Bereits während des viel beachteten und gehypten Geschlecht­erduells herrschte eine Stimmung wie sonst nur im Aufeinande­rtreffen der Superstars. Mit nur zwei Siegen hat Sherrock, gelernte Friseurin und alleinerzi­ehende Mutter eines fünfjährig­en Buben, diesen Status nun selbst erlangt. „There is only one Fallon Sherrock“hallte es durch den legendären Alexandra Palace („Ally Pally“) in London. Der Schlachtge­sang war bisher das Markenzeic­hen der vor einem Jahr zurückgetr­etenen Legende Phil Taylor und gleicht daher ein Adelung.

Davon äußerlich vollkommen unbeeindru­ckt lieferte die 25Jährige eine Weltklasse­leistung ab. Im Gegensatz zum um 22 Jahre älteren Wiener, den in den entscheide­nden Phasen die Nerven verließen. Während Sherrock beim Check-out zehn von 15 Doppelfeld­ern traf und damit eine Turnierbes­tmarke aufstellte, ließ Suljovic viele Chancen aus. In Durchgang eins und drei konnte er jeweils eine 2:0-LegFührung nicht zum Satzgewinn nutzen und auch im vierten und letzten Satz lag der Weltrangli­stenelfte schon 2:1 in Führung.

Der Österreich­er wurde seinem Beinamen „the Gentle“(der Sanfte) zu gerecht. Beinahe als Entschuldi­gung waren seine Gesten nach einem Leg-Gewinn zu deuten. Die Lokalmatad­orin, die wie schon beim 3:2 im Erstrunden­duell mit Landsmann Ted Evetts so gut wie alle der 3000 Fans hinter sich hatte, zeigte hingegen Killerinst­inkt. Während Suljovic gratuliert­e und seiner Gegnerin die Bühne überließ, ließ sich die „Queen of the Palace“feiern.

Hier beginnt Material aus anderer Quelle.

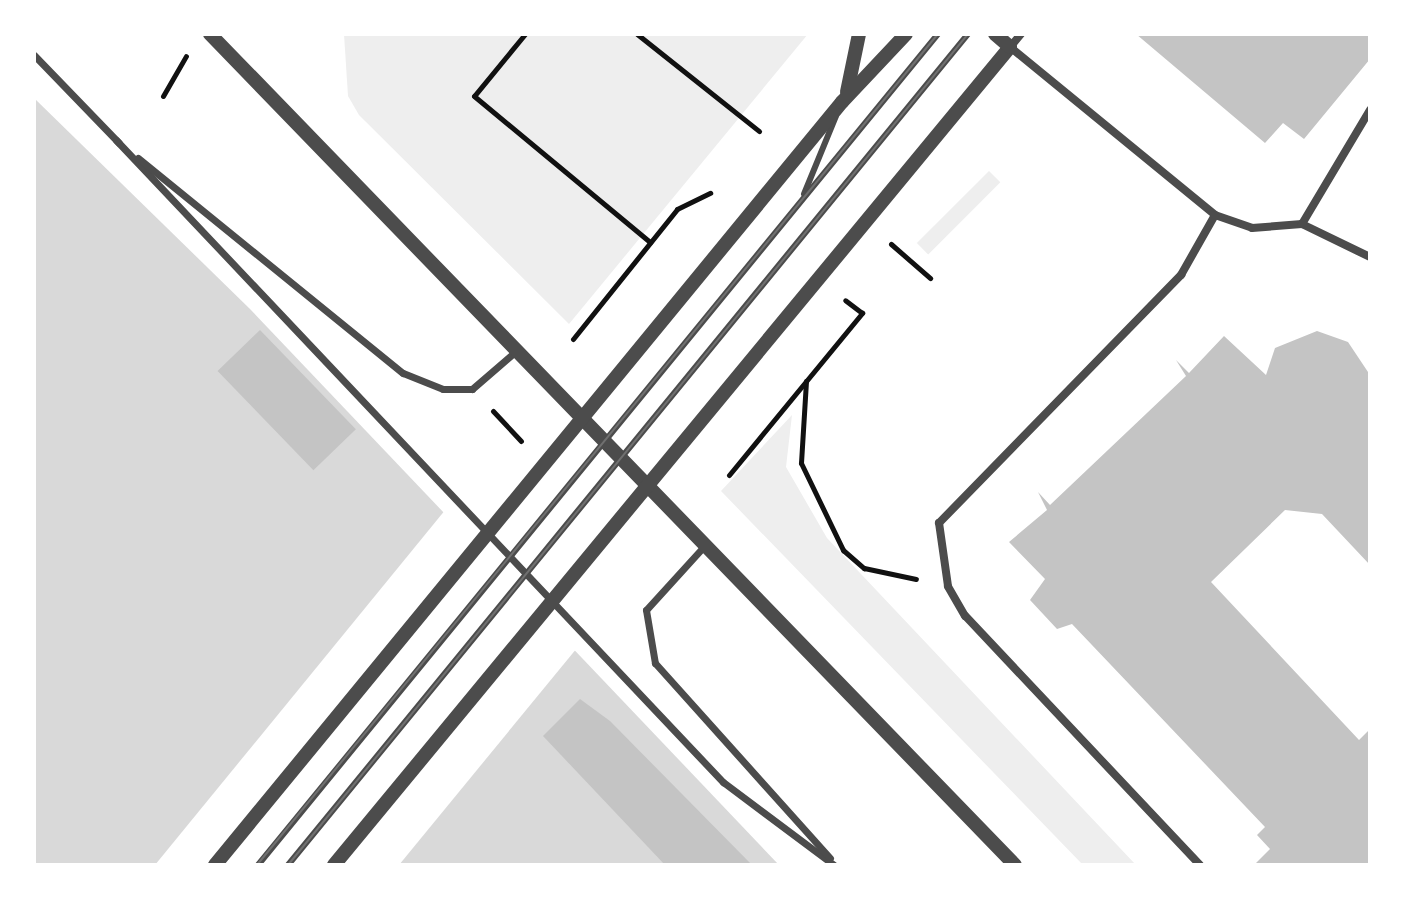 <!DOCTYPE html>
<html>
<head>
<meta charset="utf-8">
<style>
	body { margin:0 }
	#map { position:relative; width:1404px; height:899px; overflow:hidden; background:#fff; font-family:"Times New Roman",serif }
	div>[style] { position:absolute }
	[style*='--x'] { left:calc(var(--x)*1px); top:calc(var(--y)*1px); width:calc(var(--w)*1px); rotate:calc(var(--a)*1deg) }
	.green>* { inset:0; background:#eee; transform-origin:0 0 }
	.water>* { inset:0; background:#d9d9d9 }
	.pier>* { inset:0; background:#fff }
	.building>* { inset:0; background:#c4c4c4; transform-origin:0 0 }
	.path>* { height:5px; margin:-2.5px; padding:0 2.5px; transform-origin:2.5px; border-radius:2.5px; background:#111 }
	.service>* { height:6px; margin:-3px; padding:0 3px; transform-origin:3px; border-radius:3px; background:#4c4c4c }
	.pedestrian>* { height:7px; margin:-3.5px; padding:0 3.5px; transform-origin:3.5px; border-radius:3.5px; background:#4c4c4c }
	.minor>* { height:8px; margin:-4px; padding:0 4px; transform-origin:4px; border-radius:4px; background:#4c4c4c }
	.tertiary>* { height:14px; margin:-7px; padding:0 7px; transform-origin:7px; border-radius:7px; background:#4c4c4c }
	.tram>* { height:2px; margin:-1px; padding:0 1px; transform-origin:1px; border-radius:1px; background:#707070 }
	span { translate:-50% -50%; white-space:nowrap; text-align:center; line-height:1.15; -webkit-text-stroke:8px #fff; paint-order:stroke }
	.frame { position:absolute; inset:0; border:36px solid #fff; pointer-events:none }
</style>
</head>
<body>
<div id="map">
	<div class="green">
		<i style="clip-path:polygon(344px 34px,808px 34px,569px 324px,359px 115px,348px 96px)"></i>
		<i style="left:989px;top:171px;width:16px;height:102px;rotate:45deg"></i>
		<i style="clip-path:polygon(792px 415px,786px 467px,827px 538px,1136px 865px,1083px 865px,721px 491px)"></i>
	</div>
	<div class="water">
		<i style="clip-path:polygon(34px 98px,250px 309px,779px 865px,34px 865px)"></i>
	</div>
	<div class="pier">
		<i style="clip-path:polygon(446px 509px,577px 648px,399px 865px,155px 865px)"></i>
	</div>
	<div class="building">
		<i style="clip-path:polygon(1136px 34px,1370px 34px,1370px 59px,1304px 139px,1283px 123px,1265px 143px)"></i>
		<i style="left:260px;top:330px;width:138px;height:59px;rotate:46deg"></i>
		<i style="clip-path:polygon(1317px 331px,1348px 342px,1370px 375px,1370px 565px,1322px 514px,1285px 510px,1211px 582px,1359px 740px,1370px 729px,1370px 865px,1254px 865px,1270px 849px,1257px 835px,1265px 827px,1072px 624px,1057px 629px,1030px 600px,1045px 579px,1009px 542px,1047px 510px,1038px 492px,1050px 505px,1186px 376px,1176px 360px,1189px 373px,1224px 336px,1266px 375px,1275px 348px)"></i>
		<i style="clip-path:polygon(580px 699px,610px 721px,752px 865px,665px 865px,543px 736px)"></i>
	</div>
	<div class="path">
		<i style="--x:525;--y:34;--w:80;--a:129.4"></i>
		<i style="--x:474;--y:96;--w:229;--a:39.7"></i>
		<i style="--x:637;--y:34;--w:156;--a:38.5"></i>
		<i style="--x:163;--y:96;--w:46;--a:-60.1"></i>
		<i style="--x:891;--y:244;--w:52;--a:41.1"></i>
		<i style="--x:573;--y:339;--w:166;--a:-51.3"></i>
		<i style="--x:677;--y:209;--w:37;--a:-26"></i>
		<i style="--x:806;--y:381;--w:82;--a:93.5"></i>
		<i style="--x:801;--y:463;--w:97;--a:64.2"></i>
		<i style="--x:843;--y:550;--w:28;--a:41"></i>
		<i style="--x:864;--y:568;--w:53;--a:11.9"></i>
		<i style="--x:493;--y:411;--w:41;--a:47"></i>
		<i style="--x:729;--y:475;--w:210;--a:-50.6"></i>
		<i style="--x:862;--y:313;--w:21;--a:-143"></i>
	</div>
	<div class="service">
		<i style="--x:804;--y:194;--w:84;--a:-67.7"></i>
		<i style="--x:258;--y:865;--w:1074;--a:-50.71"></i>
		<i style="--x:288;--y:865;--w:1074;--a:-50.71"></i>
	</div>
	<div class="pedestrian">
		<i style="--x:34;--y:55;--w:122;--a:46"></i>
		<i style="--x:116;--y:140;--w:884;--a:46.61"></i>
		<i style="--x:723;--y:782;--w:139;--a:36.8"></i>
		<i style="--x:138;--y:158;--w:341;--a:39.1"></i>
		<i style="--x:403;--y:373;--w:43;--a:21.8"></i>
		<i style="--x:443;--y:389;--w:29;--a:0"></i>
		<i style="--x:472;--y:389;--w:58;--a:-40.8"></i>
		<i style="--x:706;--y:544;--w:89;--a:132.3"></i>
		<i style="--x:646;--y:610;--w:54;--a:80.4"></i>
		<i style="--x:655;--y:663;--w:262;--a:48.1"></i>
	</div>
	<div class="minor">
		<i style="--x:1021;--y:34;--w:17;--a:130"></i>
		<i style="--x:1010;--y:47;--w:265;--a:39.3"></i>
		<i style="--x:1215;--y:215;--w:39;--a:19"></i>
		<i style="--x:1252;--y:228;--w:50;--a:-4.6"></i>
		<i style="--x:1302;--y:224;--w:76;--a:25.9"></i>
		<i style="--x:1302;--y:224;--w:133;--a:-59.2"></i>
		<i style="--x:1200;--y:865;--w:342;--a:-133.3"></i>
		<i style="--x:965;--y:616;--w:34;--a:-120"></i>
		<i style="--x:948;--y:586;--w:64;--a:-98.1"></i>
		<i style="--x:939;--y:523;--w:347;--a:-45.7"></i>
		<i style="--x:1181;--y:275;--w:69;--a:-60.5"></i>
	</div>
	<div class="tertiary">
		<i style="--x:210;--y:34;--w:1157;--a:45.91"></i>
		<i style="--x:847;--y:92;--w:59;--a:-78.3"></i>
		<i style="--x:215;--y:865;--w:988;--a:-50.59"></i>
		<i style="--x:842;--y:102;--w:93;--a:-46.7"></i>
		<i style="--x:334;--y:865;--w:1061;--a:-50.43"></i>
		<i style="--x:1010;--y:47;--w:20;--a:-139"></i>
	</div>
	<div class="tram">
		<i style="--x:257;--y:865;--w:1074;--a:-50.67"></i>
		<i style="--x:288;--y:865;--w:1074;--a:-50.71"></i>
	</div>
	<div class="frame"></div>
</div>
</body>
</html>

Und nicht nur an der Darts-Scheibe bewies Sherrock, dass sie das Potenzial zum Superstar hat. „Warum nicht?“, erwiderte sie die Frage, ob sie die WM auch gewinnen könne. „Ich habe bewiesen, dass wir (Frauen) jeden schlagen können.“

Am Freitag bekommt sie es nun mit dem als Nummer 22 gesetzten Engländer Chris Dobey zu tun. In welch andere Welt sie bereits vorgestoße­n ist, zeigt das Preisgeld. Knapp 30.000 Euro sind ihr sicher. Dafür hätte sie die Frauen-WM zwei Mal gewinnen müssen. Doch heizt Sherrock nun ohnehin die Diskussion an, dass die Frauen und Männer künftig in einem Verband vereint werden sollen.

So laut der Jubel um sie war, so groß war einmal mehr die Enttäuschu­ng von Suljovic über ein neuerlich frühes WM-Aus. Obwohl er bereits ein Major-Turnier und einige andere große Titel gewonnen hat, war das Achtelfina­le das bisher höchste der Gefühle bei der WM. Zudem verpasst Suljovic nun die Qualifikat­ion für die Premier League der zehn besten Spieler.